──────── Records to process ────────
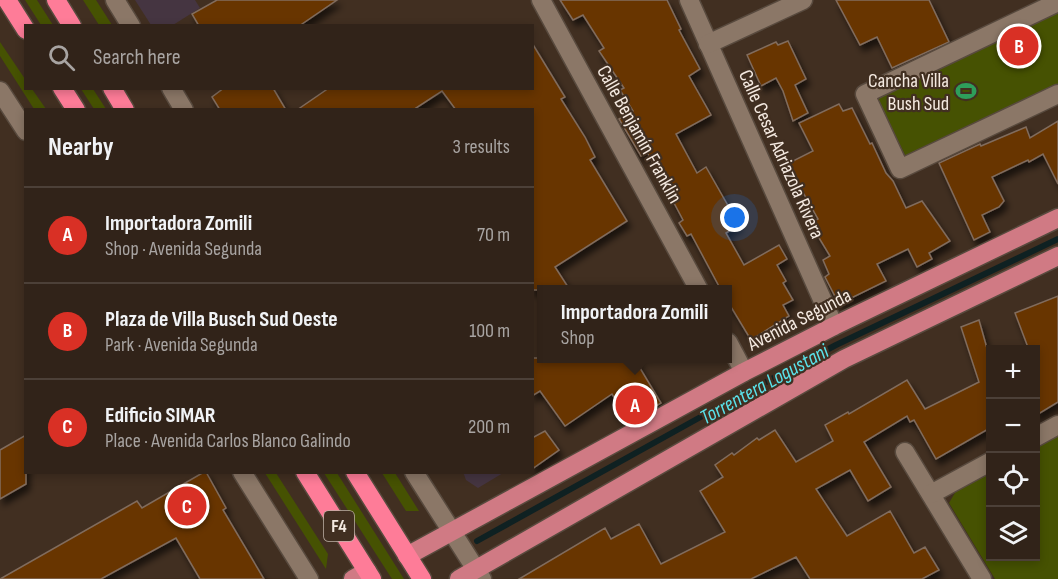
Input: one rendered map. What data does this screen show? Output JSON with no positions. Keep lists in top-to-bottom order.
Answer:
{
  "streets": {
    "highway": ["F4"],
    "main road": ["Avenida Segunda"],
    "street": ["Calle Benjamín Franklin", "Calle Cesar Adriazola Rivera"]
  },
  "crossings": [
    ["Calle Cesar Adriazola Rivera", "Avenida Segunda"],
    ["Avenida Segunda", "F4"]
  ],
  "water": ["Torrentera Logustani"],
  "places": {
    "sports": ["Cancha Villa Bush Sud"]
  },
  "page": {
    "pins": ["B", "A", "C"],
    "search": "Search here",
    "heading": ["Nearby", "3 results"],
    "list": [
      {
        "mark": "A",
        "name": "Importadora Zomili",
        "note": "Shop · Avenida Segunda",
        "value": "70 m"
      },
      {
        "mark": "B",
        "name": "Plaza de Villa Busch Sud Oeste",
        "note": "Park · Avenida Segunda",
        "value": "100 m"
      },
      {
        "mark": "C",
        "name": "Edificio SIMAR",
        "note": "Place · Avenida Carlos Blanco Galindo",
        "value": "200 m"
      }
    ],
    "popup": ["Importadora Zomili", "Shop"],
    "map_buttons": ["+", "−"]
  }
}
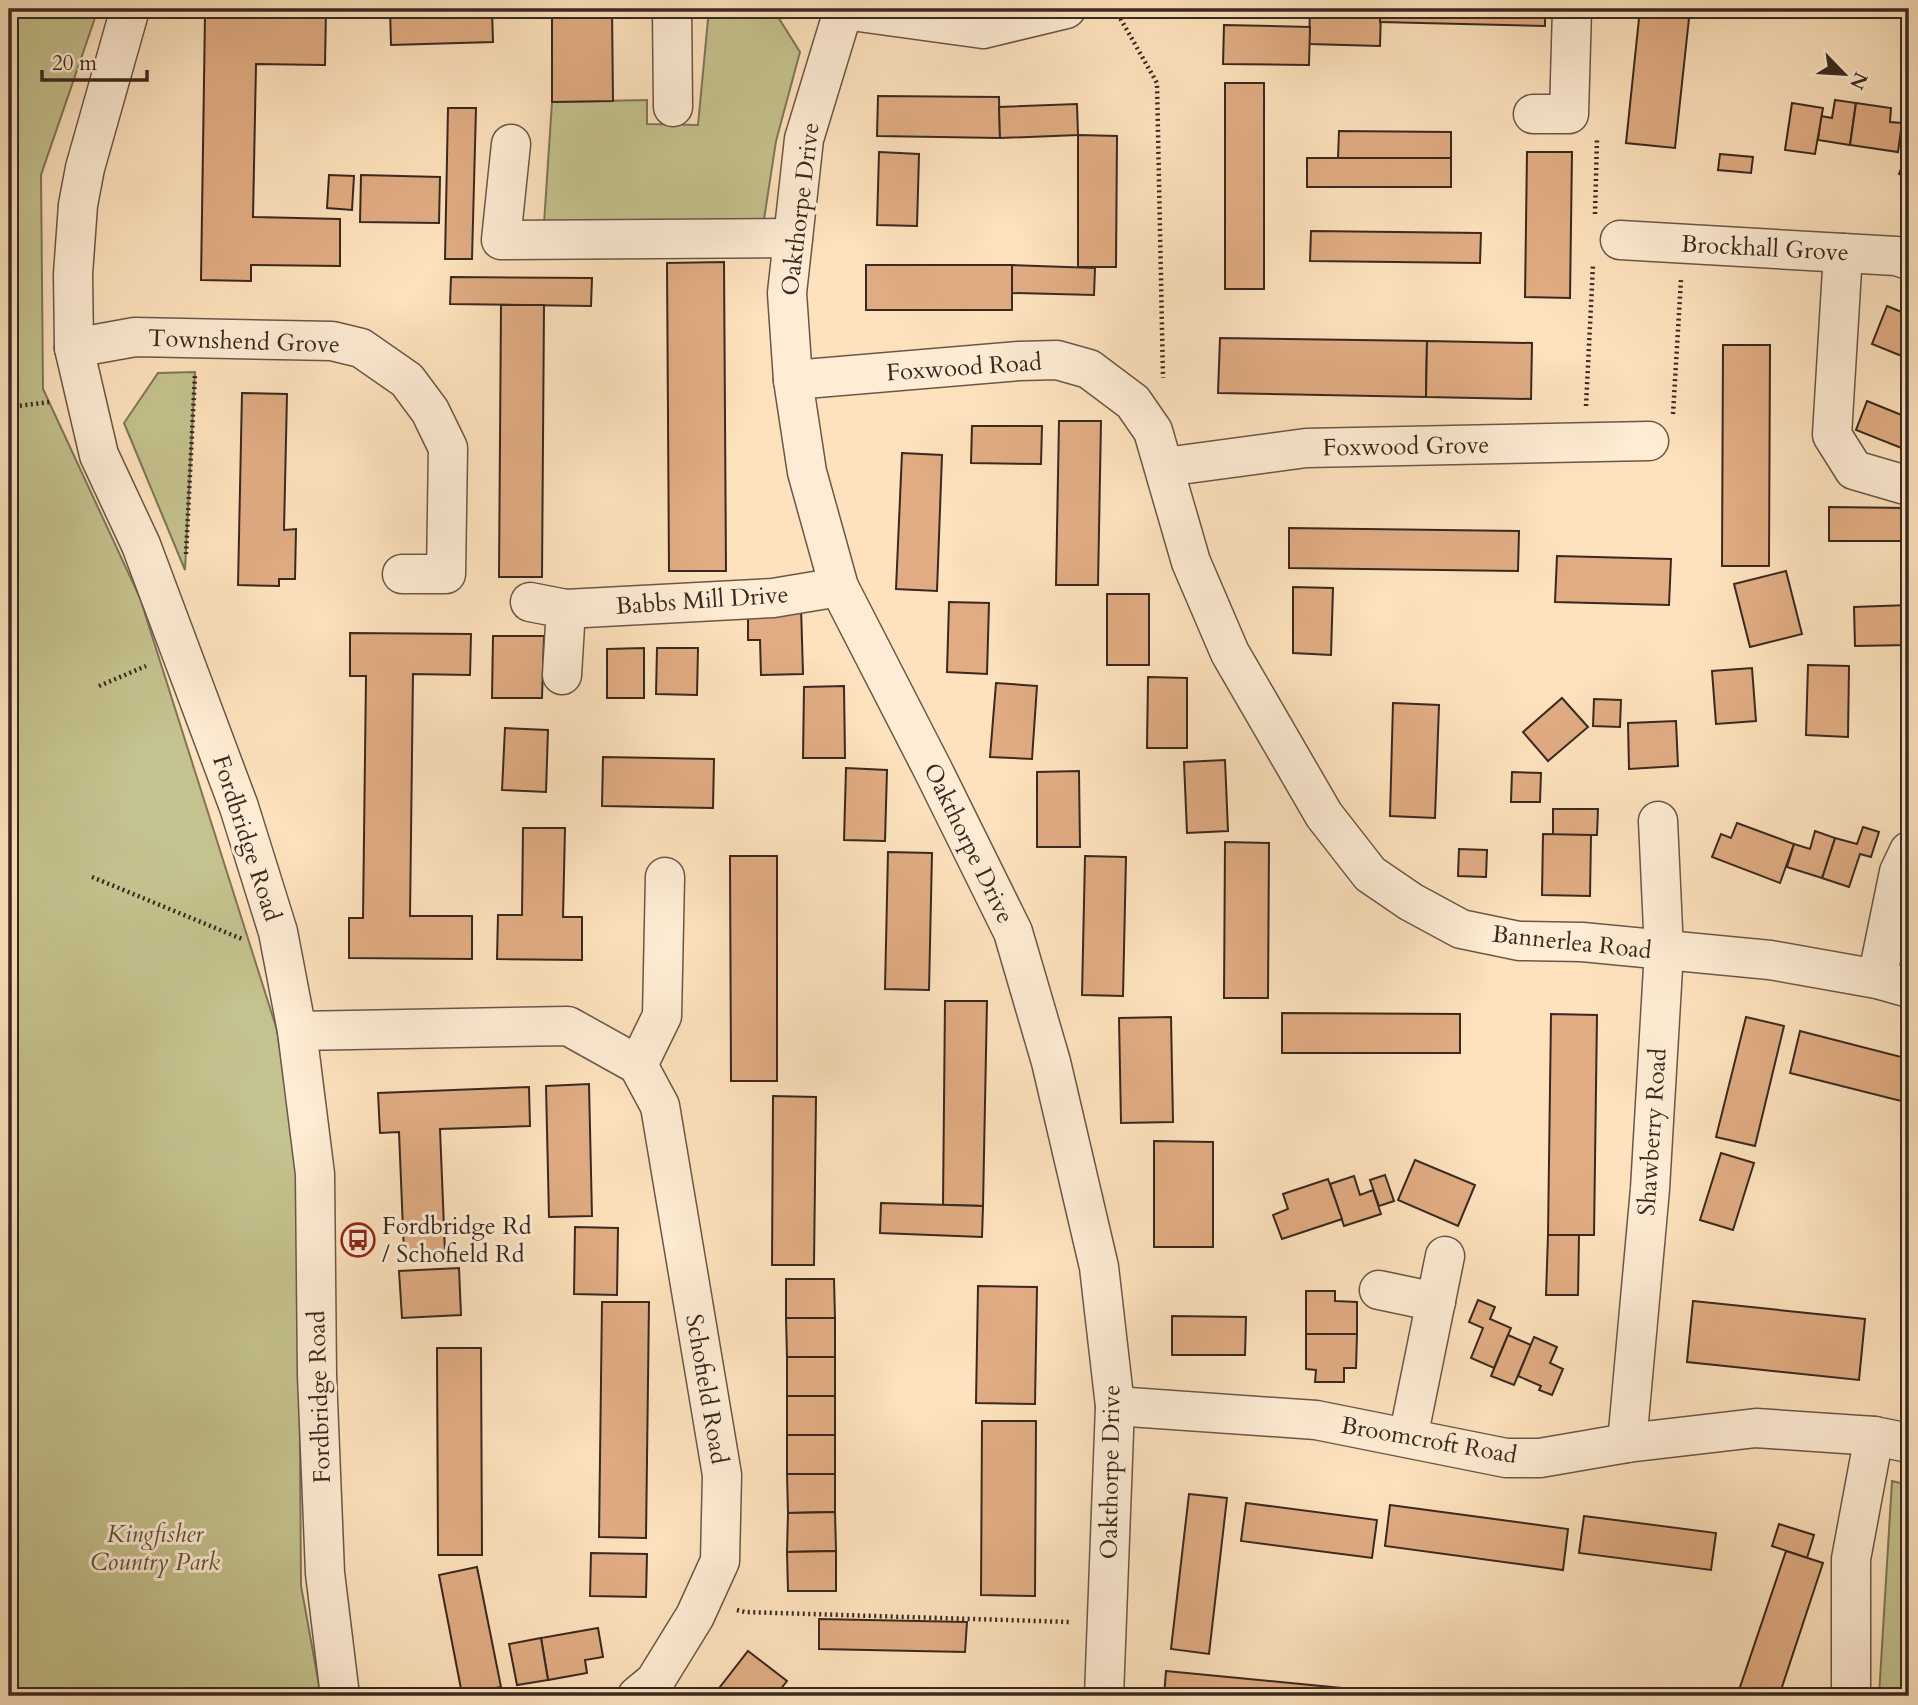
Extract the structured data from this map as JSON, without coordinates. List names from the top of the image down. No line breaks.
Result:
{"streets":{"street":["Oakthorpe Drive","Brockhall Grove","Townshend Grove","Foxwood Road","Foxwood Grove","Babbs Mill Drive","Fordbridge Road","Bannerlea Road","Shawberry Road","Schofield Road","Broomcroft Road"]},"crossings":[["Oakthorpe Drive","Foxwood Road"],["Oakthorpe Drive","Babbs Mill Drive"],["Oakthorpe Drive","Broomcroft Road"],["Townshend Grove","Fordbridge Road"],["Foxwood Road","Foxwood Grove"],["Foxwood Road","Bannerlea Road"],["Foxwood Grove","Bannerlea Road"],["Bannerlea Road","Shawberry Road"],["Shawberry Road","Broomcroft Road"]],"parks":["Kingfisher Country Park"],"places":{"bus stop":["Fordbridge Rd / Schofield Rd"]},"scale_bar":"20 m","north":"bottom right"}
────────
Problem details >> All of the lines above should be retyped precisely, apart from the pictures.

Reply >>
Input: one rendered map. What data does this screen show? Output JSON with no positions. Keep lists in top-to-bottom order.
Answer:
{
  "streets": {
    "highway": ["F4"],
    "main road": ["Avenida Segunda"],
    "street": ["Calle Benjamín Franklin", "Calle Cesar Adriazola Rivera"]
  },
  "crossings": [
    ["Calle Cesar Adriazola Rivera", "Avenida Segunda"],
    ["Avenida Segunda", "F4"]
  ],
  "water": ["Torrentera Logustani"],
  "places": {
    "sports": ["Cancha Villa Bush Sud"]
  },
  "page": {
    "pins": ["B", "A", "C"],
    "search": "Search here",
    "heading": ["Nearby", "3 results"],
    "list": [
      {
        "mark": "A",
        "name": "Importadora Zomili",
        "note": "Shop · Avenida Segunda",
        "value": "70 m"
      },
      {
        "mark": "B",
        "name": "Plaza de Villa Busch Sud Oeste",
        "note": "Park · Avenida Segunda",
        "value": "100 m"
      },
      {
        "mark": "C",
        "name": "Edificio SIMAR",
        "note": "Place · Avenida Carlos Blanco Galindo",
        "value": "200 m"
      }
    ],
    "popup": ["Importadora Zomili", "Shop"],
    "map_buttons": ["+", "−"]
  }
}
Extract the structured data from this map as JSON, without coordinates. List names from the top of the image down. No line breaks.
Result:
{"streets":{"street":["Oakthorpe Drive","Brockhall Grove","Townshend Grove","Foxwood Road","Foxwood Grove","Babbs Mill Drive","Fordbridge Road","Bannerlea Road","Shawberry Road","Schofield Road","Broomcroft Road"]},"crossings":[["Oakthorpe Drive","Foxwood Road"],["Oakthorpe Drive","Babbs Mill Drive"],["Oakthorpe Drive","Broomcroft Road"],["Townshend Grove","Fordbridge Road"],["Foxwood Road","Foxwood Grove"],["Foxwood Road","Bannerlea Road"],["Foxwood Grove","Bannerlea Road"],["Bannerlea Road","Shawberry Road"],["Shawberry Road","Broomcroft Road"]],"parks":["Kingfisher Country Park"],"places":{"bus stop":["Fordbridge Rd / Schofield Rd"]},"scale_bar":"20 m","north":"bottom right"}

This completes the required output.